D’un coup de reins, elle souleva la marmite et, en ayant lesté un dessous-de-plat, la recouvrit d’un torchon. Victor emplit brièvement ses poumons.
— Faites pas des yeux en boules de loto, vous m’avez comprise, c’est ainsi qu’il désigne lui-même ceux qui viennent se goberger à ses frais une fois l’an. Révérence parler, c’est rien qu’un vieil étourneau, il n’a qu’à leur fermer sa porte, à ces pique-assiettes, j’vous épargne le surcroît de travail pour ma pomme. Un truc est limpide : ce qui est arrivé en août lui a servi de leçon, ils sont pas près de jouer au revenez-y, ces envahisseurs !

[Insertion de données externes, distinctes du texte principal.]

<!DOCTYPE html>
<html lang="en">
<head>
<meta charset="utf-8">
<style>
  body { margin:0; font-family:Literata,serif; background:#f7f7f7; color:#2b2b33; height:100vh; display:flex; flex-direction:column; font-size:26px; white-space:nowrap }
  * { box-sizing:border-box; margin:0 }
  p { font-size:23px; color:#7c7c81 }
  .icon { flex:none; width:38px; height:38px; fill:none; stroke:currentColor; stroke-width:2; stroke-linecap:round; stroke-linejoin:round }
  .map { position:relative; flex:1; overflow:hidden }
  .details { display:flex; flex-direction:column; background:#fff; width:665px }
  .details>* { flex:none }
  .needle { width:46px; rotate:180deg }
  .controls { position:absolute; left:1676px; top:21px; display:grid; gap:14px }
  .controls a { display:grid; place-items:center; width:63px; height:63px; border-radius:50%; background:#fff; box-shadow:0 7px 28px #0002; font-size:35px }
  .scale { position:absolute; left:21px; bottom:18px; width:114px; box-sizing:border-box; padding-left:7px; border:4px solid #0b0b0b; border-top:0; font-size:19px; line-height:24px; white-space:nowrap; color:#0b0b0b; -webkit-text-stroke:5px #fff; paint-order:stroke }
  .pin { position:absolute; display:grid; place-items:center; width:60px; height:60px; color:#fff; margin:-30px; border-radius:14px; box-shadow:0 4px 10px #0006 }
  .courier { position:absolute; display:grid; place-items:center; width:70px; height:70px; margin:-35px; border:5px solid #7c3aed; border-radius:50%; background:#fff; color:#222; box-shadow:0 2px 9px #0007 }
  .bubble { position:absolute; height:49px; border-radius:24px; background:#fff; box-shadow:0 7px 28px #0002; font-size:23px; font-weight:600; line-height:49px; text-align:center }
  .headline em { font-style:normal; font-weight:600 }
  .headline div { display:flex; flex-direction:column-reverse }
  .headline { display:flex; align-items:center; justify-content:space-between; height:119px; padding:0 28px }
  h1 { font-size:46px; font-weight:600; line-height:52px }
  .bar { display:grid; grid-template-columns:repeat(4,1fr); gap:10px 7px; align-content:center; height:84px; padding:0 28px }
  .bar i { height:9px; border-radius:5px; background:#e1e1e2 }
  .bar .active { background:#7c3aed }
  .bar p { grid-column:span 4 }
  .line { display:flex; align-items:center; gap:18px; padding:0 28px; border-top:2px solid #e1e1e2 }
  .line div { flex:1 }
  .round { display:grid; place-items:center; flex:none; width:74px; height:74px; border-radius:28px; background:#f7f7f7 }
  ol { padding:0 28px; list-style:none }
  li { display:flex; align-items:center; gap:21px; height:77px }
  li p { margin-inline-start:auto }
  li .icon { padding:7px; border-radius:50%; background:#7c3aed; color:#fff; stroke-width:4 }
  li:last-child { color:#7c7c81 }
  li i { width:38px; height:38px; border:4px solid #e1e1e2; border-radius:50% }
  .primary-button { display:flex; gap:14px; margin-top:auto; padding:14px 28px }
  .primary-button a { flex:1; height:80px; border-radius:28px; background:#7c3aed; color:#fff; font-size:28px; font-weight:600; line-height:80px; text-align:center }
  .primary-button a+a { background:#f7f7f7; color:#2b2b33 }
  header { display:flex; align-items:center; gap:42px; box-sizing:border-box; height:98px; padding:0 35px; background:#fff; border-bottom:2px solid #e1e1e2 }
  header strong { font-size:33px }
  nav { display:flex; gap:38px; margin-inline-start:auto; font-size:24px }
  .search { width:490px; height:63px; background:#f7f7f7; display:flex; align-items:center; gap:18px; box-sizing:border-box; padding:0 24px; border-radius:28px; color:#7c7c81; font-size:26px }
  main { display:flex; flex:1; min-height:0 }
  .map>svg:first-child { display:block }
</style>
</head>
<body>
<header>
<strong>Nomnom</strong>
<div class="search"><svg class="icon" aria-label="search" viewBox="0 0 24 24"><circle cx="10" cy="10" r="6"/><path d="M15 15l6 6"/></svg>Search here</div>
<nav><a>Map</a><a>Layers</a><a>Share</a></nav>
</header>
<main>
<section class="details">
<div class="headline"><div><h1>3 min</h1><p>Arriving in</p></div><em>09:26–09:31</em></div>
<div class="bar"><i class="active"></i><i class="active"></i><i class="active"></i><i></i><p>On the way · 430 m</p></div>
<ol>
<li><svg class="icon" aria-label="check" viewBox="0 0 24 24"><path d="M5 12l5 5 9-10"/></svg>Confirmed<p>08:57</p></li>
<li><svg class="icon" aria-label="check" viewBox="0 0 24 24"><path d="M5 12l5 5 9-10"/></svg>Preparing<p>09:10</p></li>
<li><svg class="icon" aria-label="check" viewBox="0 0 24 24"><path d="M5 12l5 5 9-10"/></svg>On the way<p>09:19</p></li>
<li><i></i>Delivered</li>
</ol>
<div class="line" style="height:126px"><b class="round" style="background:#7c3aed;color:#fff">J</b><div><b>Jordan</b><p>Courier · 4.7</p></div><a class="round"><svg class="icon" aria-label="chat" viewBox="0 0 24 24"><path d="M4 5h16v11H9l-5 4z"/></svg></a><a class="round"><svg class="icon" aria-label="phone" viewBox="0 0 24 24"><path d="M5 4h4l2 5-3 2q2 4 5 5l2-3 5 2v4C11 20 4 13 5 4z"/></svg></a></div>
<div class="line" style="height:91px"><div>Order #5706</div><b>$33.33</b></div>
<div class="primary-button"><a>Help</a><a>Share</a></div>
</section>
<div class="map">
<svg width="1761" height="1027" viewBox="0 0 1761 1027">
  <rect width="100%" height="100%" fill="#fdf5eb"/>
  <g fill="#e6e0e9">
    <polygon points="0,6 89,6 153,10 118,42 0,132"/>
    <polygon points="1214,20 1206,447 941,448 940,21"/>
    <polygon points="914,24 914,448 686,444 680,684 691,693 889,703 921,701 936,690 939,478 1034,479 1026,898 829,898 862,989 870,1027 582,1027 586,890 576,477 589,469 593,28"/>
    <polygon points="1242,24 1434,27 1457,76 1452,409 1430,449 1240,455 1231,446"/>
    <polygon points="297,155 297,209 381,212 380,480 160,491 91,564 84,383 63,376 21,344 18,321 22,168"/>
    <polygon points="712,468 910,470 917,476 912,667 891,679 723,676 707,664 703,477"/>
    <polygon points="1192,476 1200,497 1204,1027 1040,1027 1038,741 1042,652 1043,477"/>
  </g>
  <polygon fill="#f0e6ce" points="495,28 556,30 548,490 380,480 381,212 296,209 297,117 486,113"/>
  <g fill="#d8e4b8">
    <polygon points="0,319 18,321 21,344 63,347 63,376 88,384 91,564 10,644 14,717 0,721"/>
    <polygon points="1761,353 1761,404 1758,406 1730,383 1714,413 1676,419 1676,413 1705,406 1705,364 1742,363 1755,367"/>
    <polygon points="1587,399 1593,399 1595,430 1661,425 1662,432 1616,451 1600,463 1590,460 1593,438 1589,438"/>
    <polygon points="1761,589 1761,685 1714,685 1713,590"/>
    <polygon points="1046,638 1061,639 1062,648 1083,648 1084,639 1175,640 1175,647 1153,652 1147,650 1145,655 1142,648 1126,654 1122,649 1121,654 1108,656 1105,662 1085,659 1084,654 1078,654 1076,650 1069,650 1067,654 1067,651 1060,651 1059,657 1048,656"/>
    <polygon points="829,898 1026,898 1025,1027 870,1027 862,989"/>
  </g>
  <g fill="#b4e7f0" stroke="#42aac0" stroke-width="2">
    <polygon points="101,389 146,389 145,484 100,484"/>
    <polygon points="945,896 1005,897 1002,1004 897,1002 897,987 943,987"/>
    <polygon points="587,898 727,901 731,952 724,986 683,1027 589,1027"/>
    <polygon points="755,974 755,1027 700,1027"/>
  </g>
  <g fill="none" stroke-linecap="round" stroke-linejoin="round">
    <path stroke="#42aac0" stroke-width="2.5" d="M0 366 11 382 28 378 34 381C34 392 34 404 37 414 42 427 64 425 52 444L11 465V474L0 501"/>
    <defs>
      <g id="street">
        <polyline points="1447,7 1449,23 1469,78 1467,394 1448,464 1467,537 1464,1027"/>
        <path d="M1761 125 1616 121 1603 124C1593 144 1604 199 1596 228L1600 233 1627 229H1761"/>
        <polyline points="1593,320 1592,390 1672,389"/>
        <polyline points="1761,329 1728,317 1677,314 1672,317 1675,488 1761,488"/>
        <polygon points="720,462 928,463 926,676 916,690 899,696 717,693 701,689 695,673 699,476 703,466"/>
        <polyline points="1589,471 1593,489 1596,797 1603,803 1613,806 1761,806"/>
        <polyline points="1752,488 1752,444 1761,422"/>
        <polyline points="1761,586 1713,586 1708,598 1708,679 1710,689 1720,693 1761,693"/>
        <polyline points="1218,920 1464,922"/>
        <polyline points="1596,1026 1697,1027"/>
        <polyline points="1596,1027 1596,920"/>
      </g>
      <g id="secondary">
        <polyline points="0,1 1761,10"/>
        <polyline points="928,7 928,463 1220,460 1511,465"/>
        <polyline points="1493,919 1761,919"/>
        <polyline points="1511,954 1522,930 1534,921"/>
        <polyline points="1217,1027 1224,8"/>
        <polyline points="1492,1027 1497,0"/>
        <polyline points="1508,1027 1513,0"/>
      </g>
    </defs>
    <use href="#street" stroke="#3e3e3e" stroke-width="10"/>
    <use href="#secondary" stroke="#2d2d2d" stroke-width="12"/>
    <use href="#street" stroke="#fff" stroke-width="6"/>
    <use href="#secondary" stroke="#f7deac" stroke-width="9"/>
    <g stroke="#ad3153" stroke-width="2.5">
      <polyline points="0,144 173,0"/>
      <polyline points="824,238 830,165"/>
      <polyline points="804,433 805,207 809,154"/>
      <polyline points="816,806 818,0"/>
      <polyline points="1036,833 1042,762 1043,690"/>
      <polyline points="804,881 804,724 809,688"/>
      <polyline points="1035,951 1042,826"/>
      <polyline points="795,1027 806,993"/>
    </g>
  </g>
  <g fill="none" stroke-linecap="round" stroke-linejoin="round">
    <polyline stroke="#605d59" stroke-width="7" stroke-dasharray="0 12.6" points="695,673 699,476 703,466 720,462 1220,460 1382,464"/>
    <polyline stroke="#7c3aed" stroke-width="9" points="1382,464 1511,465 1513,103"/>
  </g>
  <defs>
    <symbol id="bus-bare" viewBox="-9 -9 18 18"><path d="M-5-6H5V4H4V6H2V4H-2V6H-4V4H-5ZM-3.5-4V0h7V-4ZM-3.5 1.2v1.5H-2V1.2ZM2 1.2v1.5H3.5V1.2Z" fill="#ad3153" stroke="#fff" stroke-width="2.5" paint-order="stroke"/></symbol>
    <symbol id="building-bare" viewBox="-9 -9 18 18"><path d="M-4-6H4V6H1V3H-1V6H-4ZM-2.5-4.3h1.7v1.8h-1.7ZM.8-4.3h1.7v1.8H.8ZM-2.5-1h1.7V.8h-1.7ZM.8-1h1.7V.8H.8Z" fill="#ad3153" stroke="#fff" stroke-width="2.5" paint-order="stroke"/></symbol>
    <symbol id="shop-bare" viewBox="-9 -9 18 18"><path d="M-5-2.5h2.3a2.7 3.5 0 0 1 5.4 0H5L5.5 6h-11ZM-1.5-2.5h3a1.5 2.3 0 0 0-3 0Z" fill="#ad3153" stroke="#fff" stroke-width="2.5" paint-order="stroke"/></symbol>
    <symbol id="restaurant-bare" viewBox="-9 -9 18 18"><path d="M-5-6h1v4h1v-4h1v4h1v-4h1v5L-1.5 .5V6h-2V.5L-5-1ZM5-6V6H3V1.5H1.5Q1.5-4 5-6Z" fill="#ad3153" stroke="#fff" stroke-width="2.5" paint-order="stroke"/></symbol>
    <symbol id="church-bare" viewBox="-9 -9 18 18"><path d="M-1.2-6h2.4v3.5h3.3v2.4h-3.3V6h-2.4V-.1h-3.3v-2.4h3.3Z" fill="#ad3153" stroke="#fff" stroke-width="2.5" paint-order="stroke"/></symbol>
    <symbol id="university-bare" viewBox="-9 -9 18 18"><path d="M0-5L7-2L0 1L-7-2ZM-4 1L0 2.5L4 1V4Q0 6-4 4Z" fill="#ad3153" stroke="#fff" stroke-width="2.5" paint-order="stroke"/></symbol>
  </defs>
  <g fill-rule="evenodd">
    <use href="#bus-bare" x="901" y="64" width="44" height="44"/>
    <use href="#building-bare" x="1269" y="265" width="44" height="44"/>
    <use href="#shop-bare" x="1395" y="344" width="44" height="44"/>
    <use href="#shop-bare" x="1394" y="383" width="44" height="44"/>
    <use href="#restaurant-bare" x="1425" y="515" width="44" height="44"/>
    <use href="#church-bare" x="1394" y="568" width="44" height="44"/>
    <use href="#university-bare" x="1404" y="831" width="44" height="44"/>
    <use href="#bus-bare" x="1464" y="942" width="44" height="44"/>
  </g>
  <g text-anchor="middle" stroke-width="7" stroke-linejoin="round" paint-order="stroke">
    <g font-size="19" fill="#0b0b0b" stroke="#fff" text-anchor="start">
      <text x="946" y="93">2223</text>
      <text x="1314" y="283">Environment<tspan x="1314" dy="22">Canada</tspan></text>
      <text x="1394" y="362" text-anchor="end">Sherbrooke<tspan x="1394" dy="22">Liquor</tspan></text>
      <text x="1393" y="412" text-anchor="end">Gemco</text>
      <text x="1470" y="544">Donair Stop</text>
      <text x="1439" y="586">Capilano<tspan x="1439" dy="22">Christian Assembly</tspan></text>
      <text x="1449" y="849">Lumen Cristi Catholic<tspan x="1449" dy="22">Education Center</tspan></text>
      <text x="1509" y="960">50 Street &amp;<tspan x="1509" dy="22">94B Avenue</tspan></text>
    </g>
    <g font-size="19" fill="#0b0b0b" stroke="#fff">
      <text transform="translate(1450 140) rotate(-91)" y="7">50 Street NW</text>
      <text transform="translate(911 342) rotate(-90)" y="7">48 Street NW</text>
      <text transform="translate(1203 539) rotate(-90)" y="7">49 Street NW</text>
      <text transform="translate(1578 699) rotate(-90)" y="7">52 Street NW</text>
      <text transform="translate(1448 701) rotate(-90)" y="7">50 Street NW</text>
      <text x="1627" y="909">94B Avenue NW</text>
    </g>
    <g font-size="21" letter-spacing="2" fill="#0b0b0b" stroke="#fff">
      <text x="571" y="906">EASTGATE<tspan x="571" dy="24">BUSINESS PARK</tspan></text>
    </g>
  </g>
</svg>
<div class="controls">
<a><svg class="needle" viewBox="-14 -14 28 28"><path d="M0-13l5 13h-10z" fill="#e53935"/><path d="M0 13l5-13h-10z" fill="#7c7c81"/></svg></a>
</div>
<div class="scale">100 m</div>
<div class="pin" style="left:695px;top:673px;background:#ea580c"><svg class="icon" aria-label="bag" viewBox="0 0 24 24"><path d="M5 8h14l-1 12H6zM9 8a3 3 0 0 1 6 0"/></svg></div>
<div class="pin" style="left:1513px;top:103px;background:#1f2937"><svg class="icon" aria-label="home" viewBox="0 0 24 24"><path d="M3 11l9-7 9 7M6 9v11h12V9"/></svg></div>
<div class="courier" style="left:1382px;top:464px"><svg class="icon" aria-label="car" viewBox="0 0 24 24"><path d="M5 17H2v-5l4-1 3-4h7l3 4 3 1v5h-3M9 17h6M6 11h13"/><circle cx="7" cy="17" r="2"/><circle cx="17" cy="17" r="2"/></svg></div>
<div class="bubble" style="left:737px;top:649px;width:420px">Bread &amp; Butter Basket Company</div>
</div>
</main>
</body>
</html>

— Que s’est-il passé ? s’enquit Victor qui reculait afin d’échapper à la pitance que Mme Bonnefont répartissait à présent dans divers récipients.
— C’était la nuit où cette chose a déboulé de là-haut. Un météore, à c’que j’ai lu dans les journaux. Moi, je persiste à soupçonner le metze d’avoir lancé un sort. C’est un drôle, depuis qu’il s’est installé dans la forêt, il ne cesse de remâcher des imprécations entre deux vins, pis quand on le rencontre, il vous poignarde du regard, y a belle lurette qu’les cognes auraient dû l’écrouer, c’bravache !
La bouche prête à bredouiller le mot « metze », Victor fut contraint de s’exiler vers une fenêtre qu’il entrebâilla, préférant le froid à l’asphyxie.
— La maison était comble, toute une brochette de facheux, poursuivit-elle. Not’maît’ avait engagé du personnel en extra, heureusement. Quand le ciel est devenu écrevisse et que le « boum » a éclaté, les Invités se sont mis à sautiller comme des puces, ils étaient parés à monter une expédition, c’était le moment ou jamais de glaner des cailloux, qu’ils garantissaient. J’ vous d’mande un peu, en pleine obscurité, dans les bois, avec ces étangs ! Finalement, ils se sont calmés, et pis j’ai préparé des paniers de pique-nique. J’y ai fourré les reliefs des repas.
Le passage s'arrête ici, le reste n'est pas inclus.